↓↓↓

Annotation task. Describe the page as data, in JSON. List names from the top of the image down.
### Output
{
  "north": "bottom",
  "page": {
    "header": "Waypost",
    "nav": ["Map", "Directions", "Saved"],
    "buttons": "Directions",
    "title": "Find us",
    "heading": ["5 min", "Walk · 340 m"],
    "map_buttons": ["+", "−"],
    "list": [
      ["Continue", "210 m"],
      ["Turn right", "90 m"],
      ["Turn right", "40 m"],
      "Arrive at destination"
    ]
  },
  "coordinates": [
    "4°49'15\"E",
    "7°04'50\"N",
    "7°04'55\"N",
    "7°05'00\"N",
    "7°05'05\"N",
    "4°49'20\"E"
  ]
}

↑↑↑
↓↓↓

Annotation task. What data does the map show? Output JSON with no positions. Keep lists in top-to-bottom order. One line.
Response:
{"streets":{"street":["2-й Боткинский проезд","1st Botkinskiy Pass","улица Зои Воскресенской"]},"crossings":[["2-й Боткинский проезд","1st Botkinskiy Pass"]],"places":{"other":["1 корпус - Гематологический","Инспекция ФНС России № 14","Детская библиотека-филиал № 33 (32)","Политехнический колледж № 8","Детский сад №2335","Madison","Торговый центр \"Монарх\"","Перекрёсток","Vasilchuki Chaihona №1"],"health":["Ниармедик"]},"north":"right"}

↑↑↑

▶ **Task instructions**
Report every line of the entries that carries the word "data".

▶ **Response to this task**
Annotation task. Describe the page as data, in JSON. List names from the top of the image down.
Annotation task. What data does the map show? Output JSON with no positions. Keep lists in top-to-bottom order. One line.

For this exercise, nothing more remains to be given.